Bizarre oiseau, ce Stanley. Drôle, quoi !

Comme je l'ai dit, ces séances avaient souvent lieu dans le jardin. Si nous avions de l'argent, j'achetais pour lui quelques bouteilles de bière. Il n'aimait que la bière et la vodka. De temps en temps, nous causions avec un voisin syrien, penché par une fenêtre du second étage. Des gens amicaux, et les femmes étaient d'une beauté ravissante. Tout d'abord ils avaient pris Mona, avec ses lourdes tresses noires, pour une des leurs. Notre logeuse, nous ne tardâmes pas à l'apprendre, était violemment prévenue contre les Syriens. Pour elle, ils représentaient l'écume de la terre, premièrement parce qu'ils étaient sombres de peau, deuxièmement parce qu'ils parlaient une langue que n'entendait personne d'autre qu'eux. Elle nous fit comprendre en termes non équivoques qu'elle était horrifiée de l'attention que nous leur accordions. Elle espérait que nous aurions assez de bon sens pour ne pas les inviter chez nous. Après tout, elle le dit nettement, elle tenait une maison meublée « respectable ».

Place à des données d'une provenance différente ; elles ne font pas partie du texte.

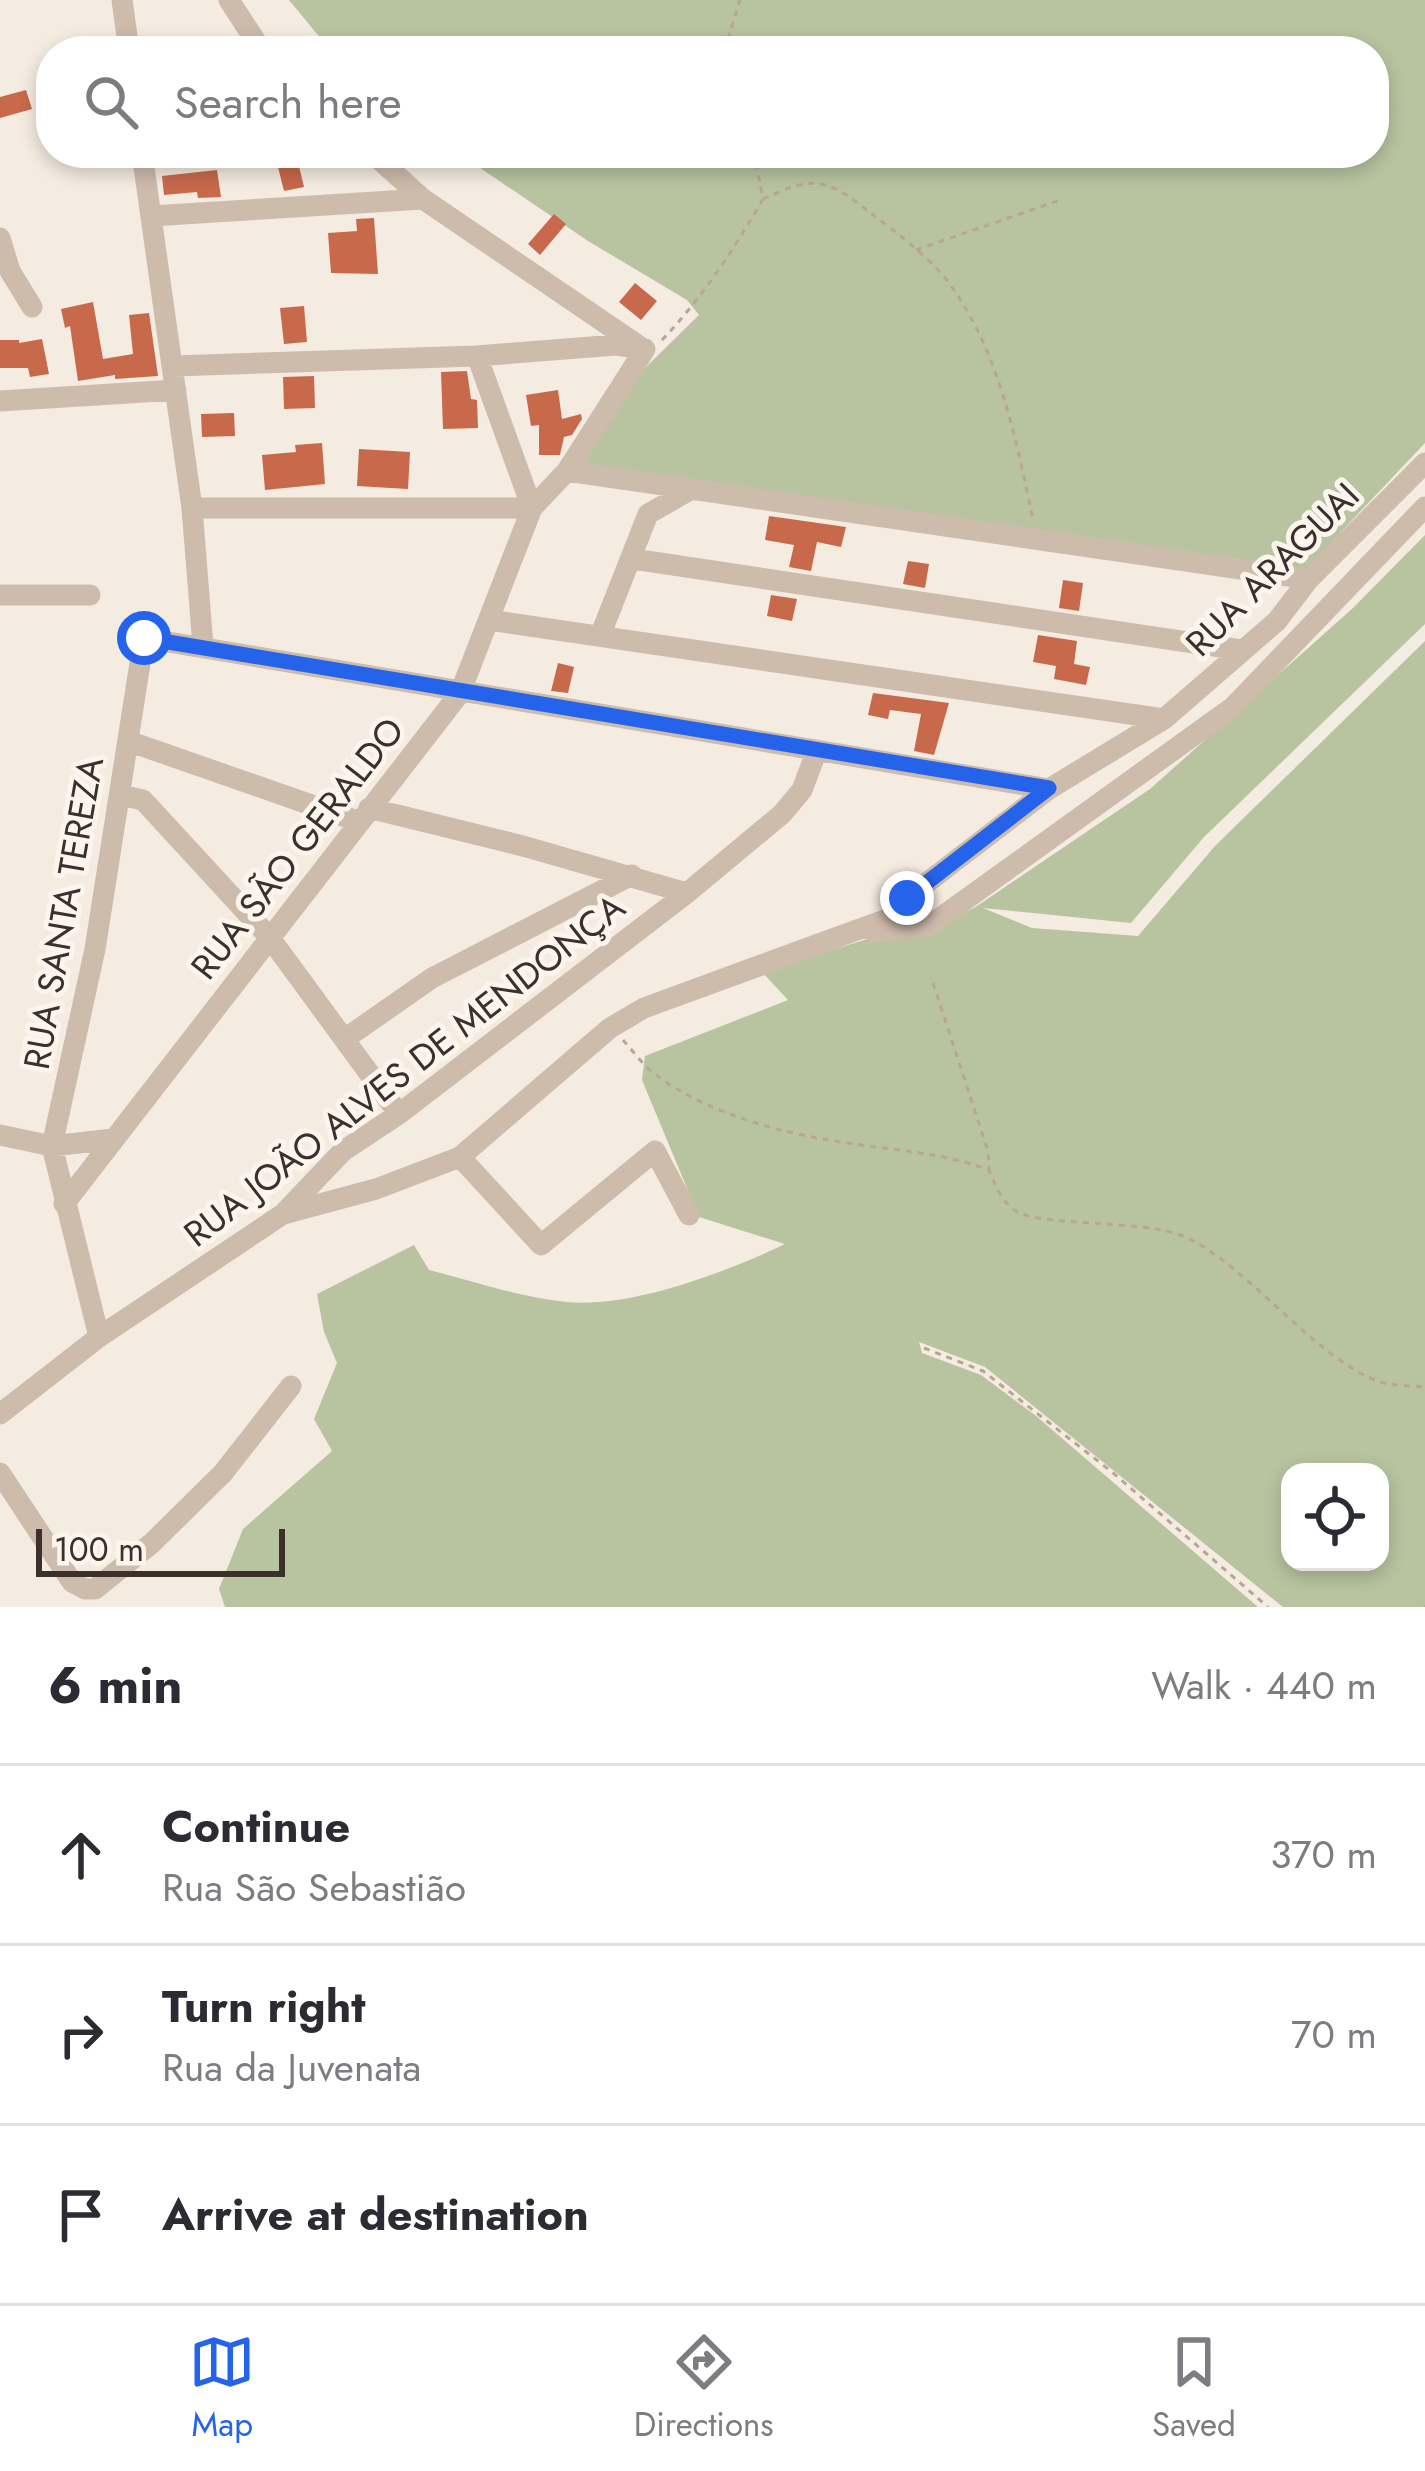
<!DOCTYPE html>
<meta charset="utf-8">
<style>
body{margin:0;font-family:Jost,sans-serif;background:#f2f2f3;color:#2b2b33}
.controls{position:absolute;right:36px;bottom:36px;display:grid;overflow:hidden;border-radius:24px;box-shadow:0 6px 18px #0003}
.controls button{width:108px;height:108px;display:grid;place-items:center;padding:0;border:0;border-bottom:3px solid #e1e1e2;background:#fff;color:#2b2b33;font:60px sans-serif}
.scale{position:absolute;left:36px;bottom:30px;width:249px;box-sizing:border-box;padding-left:12px;border:6px solid #3b302b;border-top:0;font-size:33px;line-height:42px;white-space:nowrap;color:#3b302b;-webkit-text-stroke:9px #fbf5ee;paint-order:stroke}
.stop{position:absolute;width:36px;height:36px;margin:-27px;border:9px solid #2563eb;border-radius:50%;background:#fff}
.stop.end{background:#2563eb;border-color:#fff;box-shadow:0 3px 12px #0008}
.list{margin:0;padding:0;list-style:none}
h2{display:flex;justify-content:space-between;align-items:center;height:156px;margin:0;padding:0 48px;font-size:51px}
h2 small{font-size:39px;font-weight:400;color:#7c7c81}
.list li{display:grid;grid-template-columns:78px 1fr auto;gap:36px;align-items:center;box-sizing:border-box;height:180px;padding:0 48px;border-top:3px solid #e1e1e2}
.list b{display:block;font-size:45px;white-space:nowrap}
.list p{margin:0;font-size:39px;white-space:nowrap;color:#7c7c81}
.list em{font-size:39px;font-style:normal;color:#7c7c81}
.icon{flex:none;width:66px;height:66px;fill:none;stroke:currentColor;stroke-width:2;stroke-linecap:round;stroke-linejoin:round}
.map{position:relative;flex:none;width:1425px;height:1607px;overflow:hidden}
.search{position:absolute;background:#fff;box-shadow:0 6px 18px #0003;left:36px;right:36px;top:36px;height:132px;display:flex;align-items:center;gap:30px;box-sizing:border-box;padding:0 42px;border-radius:48px;color:#7c7c81;font-size:45px}
.sheet{height:696px;background:#fff}
nav{display:flex;justify-content:space-around;align-items:center;box-sizing:border-box;height:168px;border-top:3px solid #e1e1e2;background:#fff;font-size:33px;color:#7c7c81}
nav a{display:grid;justify-items:center;gap:6px}
nav .on{color:#2563eb}
.map>svg:first-child{display:block}
.green{fill:#b8c4a0;fill-rule:evenodd}
.building{fill:#c8694b}
.lines{fill:none;stroke-linecap:round;stroke-linejoin:round}
.path{stroke:#b9a596;stroke-width:3;stroke-dasharray:6 6;stroke-linecap:butt}
.minor{stroke:#cdbbac;stroke-width:21}
.route{stroke:#2563eb;stroke-width:15}
.labels{text-anchor:middle;stroke-width:10;stroke-linejoin:round;paint-order:stroke}
.street-label{font-size:36px;fill:#3b302b;stroke:#fbf5ee}
</style>
<div class="map">
<svg width="1425" height="1607" viewBox="0 0 1425 1607">
<rect width="100%" height="100%" fill="#f4ebe1"/>
<path class="green" d="M289 0H1425V443L1305 570 579 463 644 369 699 315 687 300 588 241 458 153H1374V51H331Z
M1425 535V624L1204 837 1131 923 983 908 1032 928 1138 936 1215 846 1425 641V1607H1283L985 1367 919 1342 922 1353 981 1375 1035 1415 1258 1607H225L219 1589 243 1529 332 1451 314 1419 337 1363 324 1332 317 1294 414 1245 429 1270C473 1281 522 1298 567 1302 633 1308 726 1272 785 1244L699 1217 642 1080 645 1056 788 1000 762 972 864 940 932 931 977 906 1150 789 1353 608ZM1290 1472H1380V1562H1290Z"/>
<path class="building" d="M26 90 32 109 0 118V97Z
M297 158 304 187 284 191 277 163Z
M217 170 221 197 198 198 197 192 164 195 162 176Z
M554 214 566 224 540 255 528 244Z
M374 218 378 274 331 273 328 233 357 231 356 219Z
M635 283 657 301 641 320 619 302Z
M93 302 103 359 133 354 129 315 149 313 158 376 115 379V375L78 381 70 326 65 328 61 309Z
M304 306 307 342 284 344 280 308Z
M42 339 49 374 30 377 28 368H0V340H19V343Z
M467 371 471 399 477 400 478 428 443 429 441 372Z
M314 376 315 408 284 409 283 377Z
M558 390 562 419 581 414 582 419 572 435 564 437 560 455H539V425L531 426 526 395Z
M234 413 235 436 202 437 201 414Z
M322 443 325 484 265 490 262 455 296 452 295 445Z
M359 449 410 452 408 489 357 486Z
M769 516 846 527 841 547 817 542 811 571 789 567 794 545 765 540Z
M908 561 929 564 925 588 903 584Z
M1063 580 1083 583 1079 611 1059 608Z
M771 595 797 599 792 621 767 616Z
M1038 635 1077 641 1074 664 1090 667 1086 685 1054 679 1056 666 1033 662Z
M558 663 574 667 568 693 551 691Z
M873 693 949 703 934 755 914 751 921 714 890 710 888 719 868 715Z"/>
<g class="lines">
<path class="path" d="M732 51 729 36 740 0
M763 199C819 172 830 181 877 218 900 235 928 257 946 279 999 349 1015 436 1033 519
M916 250 1063 199
M662 340C703 297 734 249 763 199L754 153
M933 983 988 1151 989 1170
M623 1040C633 1051 643 1065 655 1074 708 1115 788 1135 854 1144 901 1151 944 1153 989 1170 995 1184 1000 1199 1013 1209 1034 1228 1143 1218 1185 1237 1250 1266 1323 1369 1388 1384 1400 1386 1413 1386 1425 1387
M924 1348 983 1371 1112 1472 1268 1607
M1424 1607 1425 1606"/>
<path class="minor" d="M122 0 129 51
M229 0 262 51
M142 153 192 508 203 646
M372 153 423 199 639 346
M151 216 423 199
M0 238 10 271 32 307
M173 366 477 356 616 345 645 349
M0 401 176 390
M567 471 1309 579
M192 508H532L477 356
M633 559 1241 650
M0 595H90
M489 620 1164 719
M600 636 648 514 690 490
M128 741 360 822
M120 795 143 800 270 938 399 1114
M369 808 523 846 687 893
M873 932 929 926 1233 707 1425 507
M346 1038 432 978 632 875
M0 1135 52 1146 113 1139
M460 1157 541 1245 655 1151 689 1215
M64 1204 460 693 532 508 567 471 645 349
M283 1214 376 1189 460 1157 610 1028 644 1008 887 919 907 898 1049 789 1164 719 1277 621 1309 579 1425 463
M99 1337 52 1146 95 949 144 638 1049 789
M0 1414 99 1337 283 1214 343 1151 399 1114 687 893 782 814 802 790 817 750
M0 1473 72 1582 85 1589H95L152 1543 223 1473 291 1386"/>
</g>
<g class="lines">
<path class="route" d="M144 638 1049 788 907 898"/>
</g>
<g class="labels">
<g class="street-label">
<text transform="translate(1272 569) rotate(-45)" y="13">RUA ARAGUAI</text>
<text transform="translate(297 848) rotate(-52)" y="13">RUA SÃO GERALDO</text>
<text transform="translate(63 913) rotate(-80)" y="13">RUA SANTA TEREZA</text>
<text transform="translate(404 1070) rotate(-38)" y="13">RUA JOÃO ALVES DE MENDONÇA</text>
</g>
</g>
</svg>
<div class="controls">
<button><svg class="icon" aria-label="locate" viewBox="0 0 24 24"><circle cx="12" cy="12" r="6"/><path d="M12 2v4M12 18v4M2 12h4M18 12h4"/></svg></button>
</div>
<div class="scale">100 m</div>
<div class="stop" style="left:144px;top:638px"></div>
<div class="stop end" style="left:907px;top:898px"></div>
<div class="search"><svg class="icon" aria-label="search" viewBox="0 0 24 24"><circle cx="10" cy="10" r="6"/><path d="M15 15l6 6"/></svg>Search here</div>
</div>
<section class="sheet">
<h2>6 min<small>Walk · 440 m</small></h2>
<ul class="list">
<li><svg class="icon" aria-label="ahead" viewBox="0 0 24 24"><path d="M12 20V5M6 11l6-6 6 6"/></svg><div><b>Continue</b><p>Rua São Sebastião</p></div><em>370 m</em></li>
<li><svg class="icon" aria-label="right" viewBox="0 0 24 24"><path d="M7 20v-9h11M14 6l5 5-5 5"/></svg><div><b>Turn right</b><p>Rua da Juvenata</p></div><em>70 m</em></li>
<li><svg class="icon" aria-label="arrive" viewBox="0 0 24 24"><path d="M6 21V4h12l-3 4 3 4H6"/></svg><div><b>Arrive at destination</b></div></li>
</ul>
</section>
<nav>
<a class="on"><svg class="icon" aria-label="map" viewBox="0 0 24 24"><path d="M3 6l6-2 6 2 6-2v14l-6 2-6-2-6 2zM9 4v14M15 6v14"/></svg>Map</a>
<a><svg class="icon" aria-label="directions" viewBox="0 0 24 24"><path d="M12 3l9 9-9 9-9-9zM9 14v-3h6M13 9l2 2-2 2"/></svg>Directions</a>
<a><svg class="icon" aria-label="saved" viewBox="0 0 24 24"><path d="M7 4h10v16l-5-4-5 4z"/></svg>Saved</a>
</nav>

J'avalais ses remarques de mon mieux, ne perdant jamais de vue que nous pourrions avoir besoin un jour d'un délai de grâce. Je pris la précaution de recommander à Mona de ne jamais oublier de fermer notre porte à clef quand nous nous absentions. Un seul coup d'œil sur mes manuscrits et c'en était fait de nous.

Ce fut alors que nous étions ici depuis quelques semianes que Mona m'annonça un jour qu'elle avait revu par hasard Tony Maurer. Lui et le millionnaire de Milwaukee faisaient la noce ensemble. Apparemment, Tony Maurer était sincèrement désireux d'aider Mona. Il lui avait confié qu'il travaillait son ami pour lui faire signer un chèque de belle taille — mille dollars peut-être.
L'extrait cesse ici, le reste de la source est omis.